Determine the source of your fear

Even relatively tame descents like this one tend to scare me.

For me, my biggest fear when it comes to mountain biking is on descents and stems from two over-the-bars crashes I’ve had while descending. Those two crashes made me afraid to descend, and it has taken a while to overcome the fear of descending on a mountain bike. For others, it could be going through a rock garden, or riding over a wooden feature. Whatever the case may be, you must first pinpoint the source of your fear before you can learn how to control it.

Learn how to be a better rider

If you fear particular trail features, the best way to control that fear is by learning and mastering the fundamentals of mountain biking. Knowing how to balance yourself on a bike while climbing, descending, and cornering will give you the confidence you need to counteract your fear. I don’t dread tackling a particular trail feature when I know exactly what it will feel like when I ride over it, and how my bike will react to it.

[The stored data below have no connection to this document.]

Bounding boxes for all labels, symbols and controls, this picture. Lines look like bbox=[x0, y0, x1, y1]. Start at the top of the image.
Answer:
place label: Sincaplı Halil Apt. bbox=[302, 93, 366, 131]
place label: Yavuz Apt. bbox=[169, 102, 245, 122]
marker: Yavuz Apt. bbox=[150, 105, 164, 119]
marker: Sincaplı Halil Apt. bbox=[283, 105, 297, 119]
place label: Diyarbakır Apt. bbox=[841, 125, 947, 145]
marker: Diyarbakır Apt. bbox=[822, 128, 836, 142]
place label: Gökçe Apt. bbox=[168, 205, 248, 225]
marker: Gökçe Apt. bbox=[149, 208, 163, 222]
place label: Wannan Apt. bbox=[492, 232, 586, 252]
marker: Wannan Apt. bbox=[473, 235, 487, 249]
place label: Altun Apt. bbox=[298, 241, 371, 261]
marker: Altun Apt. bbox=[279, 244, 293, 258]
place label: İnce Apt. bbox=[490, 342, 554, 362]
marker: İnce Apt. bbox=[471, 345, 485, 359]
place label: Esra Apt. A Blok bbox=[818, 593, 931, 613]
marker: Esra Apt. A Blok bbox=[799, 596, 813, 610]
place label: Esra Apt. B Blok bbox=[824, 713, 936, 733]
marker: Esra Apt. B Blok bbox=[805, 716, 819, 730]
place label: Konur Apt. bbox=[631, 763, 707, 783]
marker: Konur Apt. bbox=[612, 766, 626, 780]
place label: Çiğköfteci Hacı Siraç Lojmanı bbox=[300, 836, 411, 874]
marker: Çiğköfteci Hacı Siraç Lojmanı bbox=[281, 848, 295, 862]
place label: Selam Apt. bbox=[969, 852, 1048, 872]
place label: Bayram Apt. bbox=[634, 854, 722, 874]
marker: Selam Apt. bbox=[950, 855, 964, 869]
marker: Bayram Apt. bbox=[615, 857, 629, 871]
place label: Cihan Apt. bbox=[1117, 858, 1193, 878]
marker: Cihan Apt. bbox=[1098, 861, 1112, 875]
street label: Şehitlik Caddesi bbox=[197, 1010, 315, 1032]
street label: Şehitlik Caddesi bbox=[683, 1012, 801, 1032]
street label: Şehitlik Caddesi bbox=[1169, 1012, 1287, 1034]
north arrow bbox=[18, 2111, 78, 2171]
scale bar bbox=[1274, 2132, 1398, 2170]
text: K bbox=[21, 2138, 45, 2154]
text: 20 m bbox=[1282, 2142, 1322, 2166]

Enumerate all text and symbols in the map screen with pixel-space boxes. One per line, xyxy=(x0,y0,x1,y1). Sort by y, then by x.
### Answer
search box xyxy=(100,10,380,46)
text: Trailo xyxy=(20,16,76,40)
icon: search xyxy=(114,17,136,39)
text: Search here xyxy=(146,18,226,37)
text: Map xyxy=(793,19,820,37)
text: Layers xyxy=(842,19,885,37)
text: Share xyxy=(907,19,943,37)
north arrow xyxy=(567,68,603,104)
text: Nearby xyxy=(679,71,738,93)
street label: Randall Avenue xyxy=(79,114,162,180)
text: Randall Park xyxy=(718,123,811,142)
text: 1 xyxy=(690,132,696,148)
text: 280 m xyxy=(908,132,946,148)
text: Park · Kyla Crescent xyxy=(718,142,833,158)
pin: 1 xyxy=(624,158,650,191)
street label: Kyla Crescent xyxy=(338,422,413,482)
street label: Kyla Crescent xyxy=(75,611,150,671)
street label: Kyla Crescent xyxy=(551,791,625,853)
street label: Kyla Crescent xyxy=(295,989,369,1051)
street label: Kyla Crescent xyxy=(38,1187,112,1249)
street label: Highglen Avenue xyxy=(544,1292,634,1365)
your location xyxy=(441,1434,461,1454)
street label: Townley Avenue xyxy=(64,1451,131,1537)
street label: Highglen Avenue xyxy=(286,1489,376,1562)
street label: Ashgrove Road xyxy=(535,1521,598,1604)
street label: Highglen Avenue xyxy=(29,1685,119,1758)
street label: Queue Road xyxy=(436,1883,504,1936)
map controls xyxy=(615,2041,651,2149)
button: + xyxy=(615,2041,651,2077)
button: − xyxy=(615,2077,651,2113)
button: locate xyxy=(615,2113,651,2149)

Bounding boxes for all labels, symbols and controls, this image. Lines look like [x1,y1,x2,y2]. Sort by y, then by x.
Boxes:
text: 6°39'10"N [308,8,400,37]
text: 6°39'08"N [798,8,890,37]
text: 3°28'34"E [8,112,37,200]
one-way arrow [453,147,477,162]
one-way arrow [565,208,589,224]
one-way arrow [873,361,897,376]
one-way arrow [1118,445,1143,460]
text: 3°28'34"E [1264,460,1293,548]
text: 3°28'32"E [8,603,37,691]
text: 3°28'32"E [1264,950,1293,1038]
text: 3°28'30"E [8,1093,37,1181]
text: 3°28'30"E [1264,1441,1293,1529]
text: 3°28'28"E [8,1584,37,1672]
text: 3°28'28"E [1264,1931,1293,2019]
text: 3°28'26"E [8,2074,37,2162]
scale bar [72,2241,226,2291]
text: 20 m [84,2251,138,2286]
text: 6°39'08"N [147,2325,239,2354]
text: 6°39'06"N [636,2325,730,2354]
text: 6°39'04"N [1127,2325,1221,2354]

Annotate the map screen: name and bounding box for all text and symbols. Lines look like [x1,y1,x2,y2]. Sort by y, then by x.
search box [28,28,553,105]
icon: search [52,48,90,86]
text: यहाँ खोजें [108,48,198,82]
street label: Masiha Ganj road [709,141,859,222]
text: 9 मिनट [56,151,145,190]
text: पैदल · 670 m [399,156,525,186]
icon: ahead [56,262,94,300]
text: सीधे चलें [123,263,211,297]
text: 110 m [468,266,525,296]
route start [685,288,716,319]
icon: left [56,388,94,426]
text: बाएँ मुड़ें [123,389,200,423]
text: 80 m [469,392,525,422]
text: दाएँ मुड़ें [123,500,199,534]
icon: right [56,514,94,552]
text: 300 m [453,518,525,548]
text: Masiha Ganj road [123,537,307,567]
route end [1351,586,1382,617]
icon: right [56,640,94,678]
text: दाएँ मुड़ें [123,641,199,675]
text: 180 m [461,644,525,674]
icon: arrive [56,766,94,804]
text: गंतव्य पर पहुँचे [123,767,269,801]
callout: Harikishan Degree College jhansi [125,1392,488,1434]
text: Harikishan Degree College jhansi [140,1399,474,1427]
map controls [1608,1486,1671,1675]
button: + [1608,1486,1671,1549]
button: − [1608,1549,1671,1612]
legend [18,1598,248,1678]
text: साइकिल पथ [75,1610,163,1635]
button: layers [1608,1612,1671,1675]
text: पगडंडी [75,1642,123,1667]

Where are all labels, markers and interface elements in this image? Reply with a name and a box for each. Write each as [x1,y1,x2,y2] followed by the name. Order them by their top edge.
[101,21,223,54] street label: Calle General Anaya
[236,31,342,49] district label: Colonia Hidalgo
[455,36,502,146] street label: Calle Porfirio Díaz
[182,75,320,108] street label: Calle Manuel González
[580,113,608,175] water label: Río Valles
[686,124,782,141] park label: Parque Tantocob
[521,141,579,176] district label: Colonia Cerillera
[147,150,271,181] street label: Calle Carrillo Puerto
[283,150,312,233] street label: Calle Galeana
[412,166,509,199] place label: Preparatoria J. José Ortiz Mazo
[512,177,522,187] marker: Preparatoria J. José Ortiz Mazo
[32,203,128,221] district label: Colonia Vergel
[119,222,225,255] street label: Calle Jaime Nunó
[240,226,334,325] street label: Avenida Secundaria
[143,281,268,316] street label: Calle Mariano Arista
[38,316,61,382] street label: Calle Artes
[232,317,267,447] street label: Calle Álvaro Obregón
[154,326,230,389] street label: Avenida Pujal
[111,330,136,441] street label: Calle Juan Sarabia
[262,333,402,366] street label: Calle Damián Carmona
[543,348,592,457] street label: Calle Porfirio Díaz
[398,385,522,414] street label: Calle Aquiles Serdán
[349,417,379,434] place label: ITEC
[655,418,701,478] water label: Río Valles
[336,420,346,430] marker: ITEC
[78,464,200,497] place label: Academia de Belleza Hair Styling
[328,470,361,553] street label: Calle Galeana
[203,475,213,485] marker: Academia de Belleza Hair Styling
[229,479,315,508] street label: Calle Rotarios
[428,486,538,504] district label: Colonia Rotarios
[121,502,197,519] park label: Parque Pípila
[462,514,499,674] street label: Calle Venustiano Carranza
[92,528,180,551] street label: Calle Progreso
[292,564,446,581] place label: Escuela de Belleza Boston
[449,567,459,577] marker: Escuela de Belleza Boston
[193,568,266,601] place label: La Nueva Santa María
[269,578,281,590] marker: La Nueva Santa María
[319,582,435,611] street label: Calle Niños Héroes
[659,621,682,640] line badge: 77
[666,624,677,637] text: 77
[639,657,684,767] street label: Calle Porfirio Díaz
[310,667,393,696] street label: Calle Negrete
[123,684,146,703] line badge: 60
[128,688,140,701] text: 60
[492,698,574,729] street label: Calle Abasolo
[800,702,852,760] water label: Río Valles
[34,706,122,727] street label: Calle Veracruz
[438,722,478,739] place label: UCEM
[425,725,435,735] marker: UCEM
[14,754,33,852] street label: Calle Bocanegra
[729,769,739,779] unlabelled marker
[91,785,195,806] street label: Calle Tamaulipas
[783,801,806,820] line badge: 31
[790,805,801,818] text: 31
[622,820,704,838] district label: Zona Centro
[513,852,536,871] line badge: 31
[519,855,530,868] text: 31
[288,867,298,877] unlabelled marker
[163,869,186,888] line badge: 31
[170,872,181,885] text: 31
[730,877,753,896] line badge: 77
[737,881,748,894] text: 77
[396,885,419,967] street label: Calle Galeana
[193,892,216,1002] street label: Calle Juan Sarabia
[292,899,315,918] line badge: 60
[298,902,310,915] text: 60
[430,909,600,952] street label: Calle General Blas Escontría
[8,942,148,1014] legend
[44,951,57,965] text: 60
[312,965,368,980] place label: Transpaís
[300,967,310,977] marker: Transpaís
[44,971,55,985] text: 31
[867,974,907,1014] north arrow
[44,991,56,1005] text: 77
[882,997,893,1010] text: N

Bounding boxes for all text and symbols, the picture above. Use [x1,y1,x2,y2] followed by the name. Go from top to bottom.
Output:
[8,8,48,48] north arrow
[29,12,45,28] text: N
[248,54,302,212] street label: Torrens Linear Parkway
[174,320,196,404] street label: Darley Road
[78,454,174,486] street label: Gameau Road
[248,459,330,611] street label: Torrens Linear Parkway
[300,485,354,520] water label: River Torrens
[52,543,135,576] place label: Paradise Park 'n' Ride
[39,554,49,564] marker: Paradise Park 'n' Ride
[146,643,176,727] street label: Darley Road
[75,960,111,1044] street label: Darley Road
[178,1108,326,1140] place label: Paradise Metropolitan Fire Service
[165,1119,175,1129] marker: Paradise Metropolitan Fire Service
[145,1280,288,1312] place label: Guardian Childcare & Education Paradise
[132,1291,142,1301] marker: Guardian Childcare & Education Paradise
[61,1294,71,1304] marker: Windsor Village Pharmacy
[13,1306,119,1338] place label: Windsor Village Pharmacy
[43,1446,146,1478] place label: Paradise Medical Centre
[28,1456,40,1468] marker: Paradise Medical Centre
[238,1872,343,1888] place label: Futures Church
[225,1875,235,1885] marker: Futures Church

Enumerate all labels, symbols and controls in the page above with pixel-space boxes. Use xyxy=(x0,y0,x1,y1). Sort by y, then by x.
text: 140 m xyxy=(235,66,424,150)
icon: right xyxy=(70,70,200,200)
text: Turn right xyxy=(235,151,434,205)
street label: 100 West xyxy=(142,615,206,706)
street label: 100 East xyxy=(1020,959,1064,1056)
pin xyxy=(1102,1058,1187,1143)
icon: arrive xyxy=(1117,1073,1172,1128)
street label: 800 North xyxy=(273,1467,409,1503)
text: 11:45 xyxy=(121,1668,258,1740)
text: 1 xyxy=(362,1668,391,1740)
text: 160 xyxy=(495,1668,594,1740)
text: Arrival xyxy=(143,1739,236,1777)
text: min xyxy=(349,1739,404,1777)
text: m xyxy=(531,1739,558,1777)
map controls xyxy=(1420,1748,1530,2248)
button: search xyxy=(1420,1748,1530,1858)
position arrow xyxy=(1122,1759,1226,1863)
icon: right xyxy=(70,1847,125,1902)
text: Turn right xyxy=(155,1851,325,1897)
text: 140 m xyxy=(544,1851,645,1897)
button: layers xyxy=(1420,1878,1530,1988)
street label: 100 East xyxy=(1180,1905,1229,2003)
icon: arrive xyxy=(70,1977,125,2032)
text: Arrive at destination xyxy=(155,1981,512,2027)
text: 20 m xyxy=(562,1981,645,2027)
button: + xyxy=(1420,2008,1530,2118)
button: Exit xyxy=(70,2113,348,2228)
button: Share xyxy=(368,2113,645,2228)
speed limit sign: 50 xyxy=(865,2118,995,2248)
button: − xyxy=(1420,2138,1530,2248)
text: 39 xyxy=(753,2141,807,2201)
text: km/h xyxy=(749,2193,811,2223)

Additionally, you need to know how to properly set up your bike, i.e., suspension, tire pressure, and saddle height, so that it performs at its best. You can’t learn these fundamentals overnight. I have spent a lot of time reading articles, watching videos, practicing basic skills, and taking notes on what tire pressures and shock pressures I used on different trails in different conditions. I still have a ways to go, but the knowledge I have gained so far has given me confidence, which helps me better control my fear.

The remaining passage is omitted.